→ WHAT THE TASK ASKS
From the entries that follow, work out how many lines contain "minor". Write the number only.

[Collected data entries]
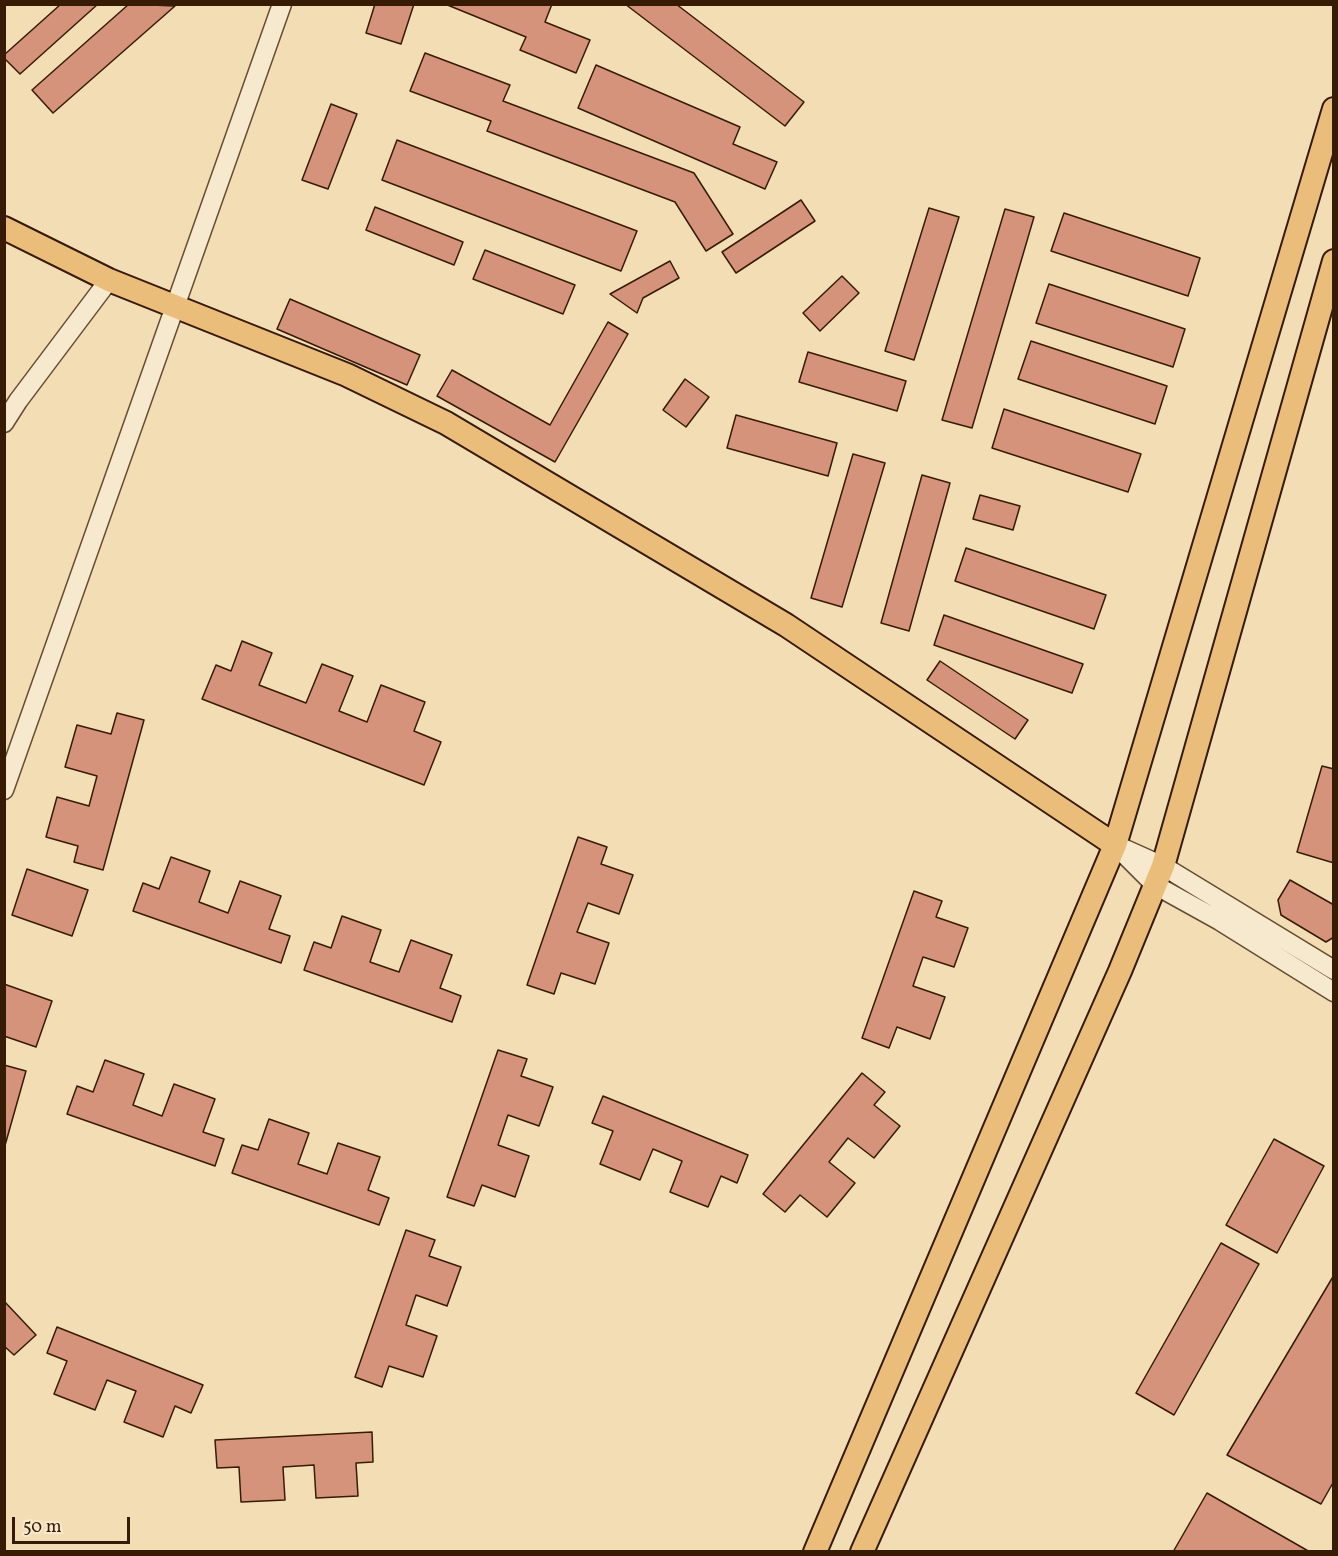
<!DOCTYPE html>
<style>
body{margin:0}
#map{position:relative;width:1338px;height:1556px;overflow:hidden;background:#f3ddb4;font-family:Vollkorn,serif}
canvas{display:block}
.frame{position:absolute;inset:0;border:6px solid #371b05;pointer-events:none}
.scale{position:absolute;left:12px;top:1517px;width:118px;height:27px;box-sizing:border-box;border:3px solid #371b05;border-top:0;padding-left:8px;font-size:18px;line-height:21px;white-space:nowrap;color:#371b05;-webkit-text-stroke:4px #f7e9ce;paint-order:stroke}
</style>
<div id="map">
<canvas width="1338" height="1556"></canvas>
<div class="frame"></div>
<div class="scale">50 m</div>
</div>
<script>
const c = document.querySelector('canvas').getContext('2d');
c.lineJoin = 'round';
function paint(path, color) { c.fillStyle = color; c.fill(path, 'evenodd'); }
function stroke(path, color, width, dash) { c.strokeStyle = color; c.lineWidth = width; c.lineCap = dash ? 'butt' : 'round'; c.setLineDash(dash || []); c.stroke(path); }
const building = new Path2D(`
 M 61,4 L 98,4 L 20,74 L 4,58 L 4,55 Z
 M 129,4 L 175,6 L 53,113 L 32,90 Z
 M 375,4 L 414,4 L 401,44 L 366,33 Z
 M 445,4 L 552,4 L 545,22 L 590,40 L 576,73 L 520,50 L 526,37 Z
 M 625,4 L 676,4 L 804,102 L 785,126 Z
 M 425,53 L 510,85 L 503,101 L 694,173 L 733,234 L 706,251 L 675,202 L 487,131 L 491,121 L 410,91 Z
 M 596,65 L 740,127 L 733,144 L 777,162 L 765,189 L 578,108 Z
 M 331,104 L 357,114 L 328,189 L 302,180 Z
 M 397,140 L 637,231 L 621,271 L 382,180 Z
 M 801,200 L 815,221 L 736,273 L 722,252 Z
 M 375,207 L 463,242 L 454,265 L 366,230 Z
 M 929,208 L 959,217 L 914,360 L 885,351 Z
 M 1005,209 L 1034,217 L 972,428 L 942,420 Z
 M 1064,213 L 1200,258 L 1188,296 L 1051,251 Z
 M 485,250 L 575,285 L 563,314 L 473,279 Z
 M 670,261 L 679,278 L 643,298 L 637,313 L 610,294 Z
 M 842,276 L 859,293 L 820,331 L 803,313 Z
 M 1049,284 L 1185,329 L 1173,367 L 1036,323 Z
 M 290,299 L 420,355 L 407,385 L 277,329 Z
 M 608,322 L 628,334 L 555,462 L 437,396 L 452,370 L 550,425 Z
 M 1031,341 L 1167,386 L 1155,424 L 1018,379 Z
 M 808,352 L 906,381 L 897,411 L 799,382 Z
 M 685,379 L 709,397 L 686,427 L 663,410 Z
 M 1004,409 L 1141,454 L 1128,492 L 992,448 Z
 M 736,415 L 837,443 L 828,476 L 727,448 Z
 M 853,454 L 885,463 L 842,607 L 811,598 Z
 M 922,475 L 950,483 L 909,631 L 881,623 Z
 M 980,495 L 1020,506 L 1013,530 L 973,519 Z
 M 966,548 L 1106,595 L 1094,629 L 955,581 Z
 M 944,615 L 1083,664 L 1072,693 L 934,645 Z
 M 242,641 L 272,653 L 259,685 L 306,703 L 322,664 L 353,676 L 339,711 L 367,722 L 381,685 L 425,702 L 414,731 L 441,742 L 424,785 L 202,699 L 216,665 L 231,671 Z
 M 940,661 L 1028,720 L 1015,739 L 927,680 Z
 M 117,713 L 144,720 L 103,870 L 74,862 L 78,846 L 46,837 L 57,797 L 89,806 L 97,776 L 65,767 L 77,725 L 111,734 Z
 M 1322,766 L 1334,769 L 1334,863 L 1297,852 Z
 M 578,837 L 607,847 L 601,864 L 633,875 L 619,914 L 588,903 L 577,932 L 609,943 L 595,984 L 561,973 L 554,994 L 527,985 Z
 M 171,857 L 210,871 L 199,902 L 228,913 L 240,881 L 281,896 L 269,929 L 290,936 L 281,963 L 133,911 L 143,883 L 159,889 Z
 M 27,869 L 88,890 L 72,936 L 12,915 Z
 M 1290,880 L 1334,905 L 1334,937 L 1326,942 L 1281,915 L 1278,900 Z
 M 914,891 L 942,901 L 936,917 L 968,928 L 954,967 L 923,957 L 913,986 L 945,997 L 930,1039 L 897,1027 L 889,1048 L 862,1038 Z
 M 342,916 L 381,930 L 370,962 L 399,972 L 411,940 L 452,955 L 440,988 L 461,996 L 452,1022 L 304,970 L 314,942 L 331,948 Z
 M 4,984 L 52,1001 L 36,1047 L 4,1036 Z
 M 498,1050 L 527,1059 L 521,1076 L 553,1087 L 539,1126 L 508,1115 L 498,1145 L 529,1156 L 515,1197 L 482,1185 L 474,1206 L 447,1197 Z
 M 105,1060 L 144,1074 L 133,1105 L 162,1116 L 174,1084 L 215,1099 L 203,1132 L 224,1139 L 215,1166 L 67,1114 L 77,1086 L 93,1092 Z
 M 4,1065 L 26,1071 L 4,1149 Z
 M 862,1073 L 885,1092 L 874,1105 L 900,1126 L 874,1158 L 848,1138 L 829,1162 L 855,1183 L 827,1217 L 800,1195 L 785,1212 L 763,1194 Z
 M 603,1096 L 748,1155 L 737,1183 L 721,1176 L 708,1207 L 670,1192 L 682,1161 L 653,1149 L 640,1180 L 600,1164 L 613,1131 L 592,1123 Z
 M 269,1119 L 309,1133 L 298,1164 L 327,1174 L 338,1143 L 380,1157 L 368,1190 L 389,1198 L 379,1225 L 232,1173 L 242,1145 L 258,1150 Z
 M 1274,1139 L 1324,1166 L 1277,1253 L 1226,1225 Z
 M 406,1230 L 435,1240 L 429,1256 L 461,1267 L 447,1306 L 416,1295 L 406,1325 L 437,1336 L 423,1377 L 389,1366 L 382,1387 L 355,1377 Z
 M 1221,1243 L 1259,1264 L 1174,1415 L 1136,1393 Z
 M 1334,1275 L 1334,1481 L 1321,1504 L 1227,1455 Z
 M 4,1301 L 36,1335 L 14,1355 L 4,1346 Z
 M 57,1327 L 203,1385 L 191,1413 L 175,1406 L 163,1437 L 124,1422 L 136,1391 L 107,1380 L 95,1410 L 54,1394 L 67,1361 L 47,1353 Z
 M 372,1432 L 373,1462 L 356,1463 L 358,1496 L 316,1498 L 314,1465 L 283,1467 L 285,1500 L 241,1502 L 239,1467 L 217,1468 L 215,1440 Z
 M 1207,1493 L 1310,1552 L 1173,1552 Z`);
const minor = new Path2D(`
 M 4,423 L 18,401 L 109,280
 M 4,790 L 282,4
 M 1115,845 L 1155,885 L 1220,921 L 1334,992
 M 1125,849 L 1163,866 L 1334,970`);
const major = new Path2D(`
 M 4,228 L 109,280 L 347,375 L 446,423 L 786,625 L 1115,845
 M 815,1552 L 1115,845 L 1334,109
 M 862,1552 L 1120,971 L 1163,866 L 1334,261`);
paint(building, '#d6937b');
stroke(building, '#371b05', 1.5);
stroke(minor, '#664c31', 21);
stroke(major, '#371b05', 26);
stroke(minor, '#f7e9ce', 18);
stroke(major, '#eabe7a', 22);
</script>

→ SOLUTION
3